Thomas Tobin, author of Reach Everyone, Teach Everyone, uses a clear and accessible definition of UDL as “Plus-One” thinking. For every interaction that learners have in the course with materials, each other, instructors, the world, provide one more for that interaction to happen.
Teaching Strategy Ideas using UDL Framework
- Present information in more than one mode
- Blackboard (Bb) Ally provides alternative content for files you post.
- Blackboard Ally
- Make sure your content is accessible (minimum of green gauge 67-100%)
- Provide students with both written and spoken instructions
- Ally can provide alternative content, including text and audio.
- Consider using different methods when teaching. Change up the lecture to 10 minute sessions, add on discussion (groups/breakout rooms), short writing/thinking, and activities including problem-solving.

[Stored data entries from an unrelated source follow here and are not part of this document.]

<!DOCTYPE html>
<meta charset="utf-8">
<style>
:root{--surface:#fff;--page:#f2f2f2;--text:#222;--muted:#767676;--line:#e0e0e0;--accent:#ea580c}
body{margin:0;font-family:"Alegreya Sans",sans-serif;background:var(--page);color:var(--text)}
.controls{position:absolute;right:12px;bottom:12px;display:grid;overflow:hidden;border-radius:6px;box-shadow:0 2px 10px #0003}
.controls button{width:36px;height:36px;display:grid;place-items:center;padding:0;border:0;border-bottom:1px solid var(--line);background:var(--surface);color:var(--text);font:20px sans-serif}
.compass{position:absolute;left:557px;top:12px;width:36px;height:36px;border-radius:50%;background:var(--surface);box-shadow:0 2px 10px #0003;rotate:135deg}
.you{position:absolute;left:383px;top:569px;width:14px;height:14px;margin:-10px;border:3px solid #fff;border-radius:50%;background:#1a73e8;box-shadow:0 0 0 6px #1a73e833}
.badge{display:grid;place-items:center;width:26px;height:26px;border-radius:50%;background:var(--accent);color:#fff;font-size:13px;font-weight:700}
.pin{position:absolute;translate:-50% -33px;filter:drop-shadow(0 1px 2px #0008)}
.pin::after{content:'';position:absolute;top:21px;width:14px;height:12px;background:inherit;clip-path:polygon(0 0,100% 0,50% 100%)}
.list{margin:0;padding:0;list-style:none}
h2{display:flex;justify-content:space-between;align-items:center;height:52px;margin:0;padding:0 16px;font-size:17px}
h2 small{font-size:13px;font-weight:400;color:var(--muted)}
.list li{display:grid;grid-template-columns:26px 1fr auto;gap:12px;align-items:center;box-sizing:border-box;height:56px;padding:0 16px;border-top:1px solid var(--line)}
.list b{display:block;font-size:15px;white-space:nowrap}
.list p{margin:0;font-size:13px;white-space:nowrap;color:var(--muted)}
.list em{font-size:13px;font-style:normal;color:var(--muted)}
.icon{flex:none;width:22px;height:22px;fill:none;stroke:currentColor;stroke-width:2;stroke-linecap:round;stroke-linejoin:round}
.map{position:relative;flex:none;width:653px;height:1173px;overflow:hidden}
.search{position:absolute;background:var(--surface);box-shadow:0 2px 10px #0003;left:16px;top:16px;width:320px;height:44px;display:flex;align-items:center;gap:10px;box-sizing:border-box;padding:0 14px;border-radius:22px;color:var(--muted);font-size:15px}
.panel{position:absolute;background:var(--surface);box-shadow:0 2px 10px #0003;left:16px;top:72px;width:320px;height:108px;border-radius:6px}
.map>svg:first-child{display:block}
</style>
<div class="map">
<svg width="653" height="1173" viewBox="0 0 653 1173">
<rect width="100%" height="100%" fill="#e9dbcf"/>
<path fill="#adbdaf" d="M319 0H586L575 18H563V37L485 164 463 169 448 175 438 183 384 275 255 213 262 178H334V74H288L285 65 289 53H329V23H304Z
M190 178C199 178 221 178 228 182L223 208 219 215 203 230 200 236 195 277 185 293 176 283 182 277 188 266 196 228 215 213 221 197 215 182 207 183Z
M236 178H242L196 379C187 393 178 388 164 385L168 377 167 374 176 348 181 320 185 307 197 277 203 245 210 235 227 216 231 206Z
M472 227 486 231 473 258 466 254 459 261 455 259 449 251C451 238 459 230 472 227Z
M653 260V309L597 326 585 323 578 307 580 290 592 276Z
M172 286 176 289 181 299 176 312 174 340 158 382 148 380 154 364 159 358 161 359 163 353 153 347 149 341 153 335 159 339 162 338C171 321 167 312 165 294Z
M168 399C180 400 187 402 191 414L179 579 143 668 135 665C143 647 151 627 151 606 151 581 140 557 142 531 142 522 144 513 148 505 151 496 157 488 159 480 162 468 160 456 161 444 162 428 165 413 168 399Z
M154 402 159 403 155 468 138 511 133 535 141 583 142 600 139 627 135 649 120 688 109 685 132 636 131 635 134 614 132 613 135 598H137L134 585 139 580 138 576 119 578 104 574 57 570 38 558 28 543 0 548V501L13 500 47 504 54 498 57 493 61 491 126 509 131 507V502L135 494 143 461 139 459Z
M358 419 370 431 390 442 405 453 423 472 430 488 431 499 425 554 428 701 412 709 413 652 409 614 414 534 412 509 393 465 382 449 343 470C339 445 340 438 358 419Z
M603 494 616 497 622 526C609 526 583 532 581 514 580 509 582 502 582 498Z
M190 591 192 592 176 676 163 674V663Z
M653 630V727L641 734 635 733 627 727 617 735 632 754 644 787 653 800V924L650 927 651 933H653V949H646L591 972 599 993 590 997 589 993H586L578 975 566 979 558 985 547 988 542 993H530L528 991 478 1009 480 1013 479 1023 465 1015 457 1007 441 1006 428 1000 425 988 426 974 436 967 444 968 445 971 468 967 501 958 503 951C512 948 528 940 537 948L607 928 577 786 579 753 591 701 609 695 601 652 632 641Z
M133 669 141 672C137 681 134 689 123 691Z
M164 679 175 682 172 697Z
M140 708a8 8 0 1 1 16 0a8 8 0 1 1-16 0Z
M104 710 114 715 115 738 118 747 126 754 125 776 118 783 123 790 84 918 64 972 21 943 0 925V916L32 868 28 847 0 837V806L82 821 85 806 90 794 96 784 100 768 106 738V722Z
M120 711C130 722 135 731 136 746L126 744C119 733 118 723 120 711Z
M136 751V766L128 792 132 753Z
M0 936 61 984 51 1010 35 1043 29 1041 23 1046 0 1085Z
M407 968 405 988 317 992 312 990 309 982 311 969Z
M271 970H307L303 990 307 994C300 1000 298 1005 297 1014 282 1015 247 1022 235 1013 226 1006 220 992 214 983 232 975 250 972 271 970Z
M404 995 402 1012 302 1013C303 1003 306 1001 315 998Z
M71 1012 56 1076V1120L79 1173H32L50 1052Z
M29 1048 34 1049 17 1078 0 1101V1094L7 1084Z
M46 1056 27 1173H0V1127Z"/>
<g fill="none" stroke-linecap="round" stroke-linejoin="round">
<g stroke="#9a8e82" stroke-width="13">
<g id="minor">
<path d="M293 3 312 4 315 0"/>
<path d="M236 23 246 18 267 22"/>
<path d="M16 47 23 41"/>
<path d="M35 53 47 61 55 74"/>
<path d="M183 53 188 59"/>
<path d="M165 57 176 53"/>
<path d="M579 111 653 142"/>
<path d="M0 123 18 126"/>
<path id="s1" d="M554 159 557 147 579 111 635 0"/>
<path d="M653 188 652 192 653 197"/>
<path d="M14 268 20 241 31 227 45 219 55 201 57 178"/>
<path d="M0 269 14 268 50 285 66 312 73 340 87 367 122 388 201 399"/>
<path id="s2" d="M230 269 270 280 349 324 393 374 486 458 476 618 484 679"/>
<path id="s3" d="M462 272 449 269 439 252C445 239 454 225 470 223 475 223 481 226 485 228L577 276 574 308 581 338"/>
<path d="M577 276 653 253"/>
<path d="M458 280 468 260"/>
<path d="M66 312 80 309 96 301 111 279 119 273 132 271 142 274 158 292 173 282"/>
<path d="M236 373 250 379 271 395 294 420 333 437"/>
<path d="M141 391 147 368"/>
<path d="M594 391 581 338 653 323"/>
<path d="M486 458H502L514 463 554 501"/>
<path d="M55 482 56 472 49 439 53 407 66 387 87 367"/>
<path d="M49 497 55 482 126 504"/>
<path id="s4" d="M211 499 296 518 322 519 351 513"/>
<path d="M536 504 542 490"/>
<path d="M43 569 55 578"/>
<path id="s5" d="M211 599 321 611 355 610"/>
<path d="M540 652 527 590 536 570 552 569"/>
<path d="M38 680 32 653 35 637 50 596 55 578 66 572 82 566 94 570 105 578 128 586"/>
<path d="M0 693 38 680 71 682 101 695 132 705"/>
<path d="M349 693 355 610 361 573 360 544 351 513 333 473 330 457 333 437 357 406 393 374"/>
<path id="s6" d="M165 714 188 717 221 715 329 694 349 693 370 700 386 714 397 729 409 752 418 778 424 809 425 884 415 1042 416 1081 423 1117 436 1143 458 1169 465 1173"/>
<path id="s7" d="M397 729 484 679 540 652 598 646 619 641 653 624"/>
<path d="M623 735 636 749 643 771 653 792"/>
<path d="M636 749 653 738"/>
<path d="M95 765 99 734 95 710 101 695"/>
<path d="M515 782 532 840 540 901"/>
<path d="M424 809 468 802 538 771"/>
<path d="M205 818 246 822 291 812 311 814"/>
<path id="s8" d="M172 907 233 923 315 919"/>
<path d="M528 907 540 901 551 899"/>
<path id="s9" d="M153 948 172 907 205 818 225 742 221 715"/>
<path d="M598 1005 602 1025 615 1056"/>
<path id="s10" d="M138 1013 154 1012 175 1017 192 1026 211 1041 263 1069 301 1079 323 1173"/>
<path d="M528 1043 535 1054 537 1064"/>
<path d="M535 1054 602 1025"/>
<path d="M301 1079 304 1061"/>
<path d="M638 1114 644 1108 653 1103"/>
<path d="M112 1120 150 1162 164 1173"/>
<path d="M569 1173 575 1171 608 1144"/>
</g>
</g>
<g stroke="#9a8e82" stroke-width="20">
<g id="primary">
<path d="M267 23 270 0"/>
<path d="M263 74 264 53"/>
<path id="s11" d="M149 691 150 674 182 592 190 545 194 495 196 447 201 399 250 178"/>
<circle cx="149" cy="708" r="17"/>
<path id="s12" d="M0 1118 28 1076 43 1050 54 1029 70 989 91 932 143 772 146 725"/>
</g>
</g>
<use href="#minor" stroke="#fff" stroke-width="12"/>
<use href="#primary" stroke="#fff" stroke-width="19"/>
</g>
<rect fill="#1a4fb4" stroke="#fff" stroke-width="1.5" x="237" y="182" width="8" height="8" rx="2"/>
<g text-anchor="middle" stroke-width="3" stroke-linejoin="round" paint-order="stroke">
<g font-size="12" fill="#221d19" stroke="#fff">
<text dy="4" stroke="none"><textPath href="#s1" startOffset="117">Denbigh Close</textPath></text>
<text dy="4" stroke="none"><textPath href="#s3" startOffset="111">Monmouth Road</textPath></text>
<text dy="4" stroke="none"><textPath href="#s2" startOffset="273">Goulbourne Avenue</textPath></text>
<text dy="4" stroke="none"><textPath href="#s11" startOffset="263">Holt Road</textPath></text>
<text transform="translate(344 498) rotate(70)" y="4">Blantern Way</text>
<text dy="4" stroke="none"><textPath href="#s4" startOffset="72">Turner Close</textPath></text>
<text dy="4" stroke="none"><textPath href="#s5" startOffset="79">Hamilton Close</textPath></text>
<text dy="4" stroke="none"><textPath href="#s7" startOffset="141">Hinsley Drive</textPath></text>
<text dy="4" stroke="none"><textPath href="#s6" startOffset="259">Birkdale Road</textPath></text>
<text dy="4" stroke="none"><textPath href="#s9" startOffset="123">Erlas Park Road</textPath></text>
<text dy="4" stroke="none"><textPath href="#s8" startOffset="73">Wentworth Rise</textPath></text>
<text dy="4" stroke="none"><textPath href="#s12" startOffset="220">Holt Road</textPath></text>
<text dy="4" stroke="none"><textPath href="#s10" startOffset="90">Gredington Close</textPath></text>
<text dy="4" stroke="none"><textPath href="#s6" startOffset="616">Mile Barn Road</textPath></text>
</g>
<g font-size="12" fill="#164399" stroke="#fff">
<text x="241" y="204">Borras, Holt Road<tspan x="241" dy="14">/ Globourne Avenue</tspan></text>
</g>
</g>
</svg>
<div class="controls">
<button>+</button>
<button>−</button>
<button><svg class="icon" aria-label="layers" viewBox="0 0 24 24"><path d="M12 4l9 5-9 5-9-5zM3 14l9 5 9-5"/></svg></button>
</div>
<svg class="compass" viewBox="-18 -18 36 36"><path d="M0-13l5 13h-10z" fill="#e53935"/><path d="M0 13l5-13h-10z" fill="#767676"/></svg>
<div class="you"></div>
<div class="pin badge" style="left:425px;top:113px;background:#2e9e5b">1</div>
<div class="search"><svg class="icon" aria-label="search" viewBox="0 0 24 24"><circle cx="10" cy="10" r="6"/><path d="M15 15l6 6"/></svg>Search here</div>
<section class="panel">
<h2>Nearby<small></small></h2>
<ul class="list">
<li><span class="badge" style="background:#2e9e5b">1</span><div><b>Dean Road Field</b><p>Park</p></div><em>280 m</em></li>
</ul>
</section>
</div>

- Derek Bok Center for Teaching and Learning - Lecturing
- Ensure that students can access the formats you provide
- Ally can provide alternative content
- Check with your students to ensure they know how to download the files
- Using a formative assessment technique, send out a survey multiple times during the course for feedback from students
- Engage students in multiple types of activities
- Connect class activities explicitly to learning goals
- Begin each week/unit with objectives in addition to a list of activities
- Align goals/objectives with activities/assignments and assessments
- Allow students some control over their own assignments
- Use multiple, alternate, forms of assessment
- Provide timely feedback
- Bb survey tool
- Assignment feedback, text and audio
- Qualtrics survey tool - NDSU Qualtrics
- Support community between students
- Bb Discussion forum
- Group work
- Zoom/Collaborate breakout rooms
- Provide opportunities and time for students to reflect on their learning and set goals for themselves
Tobin, T., & Behling, K. (2018). Reach everyone, teach everyone: Universal design for learning in higher education. West Virginia University Press.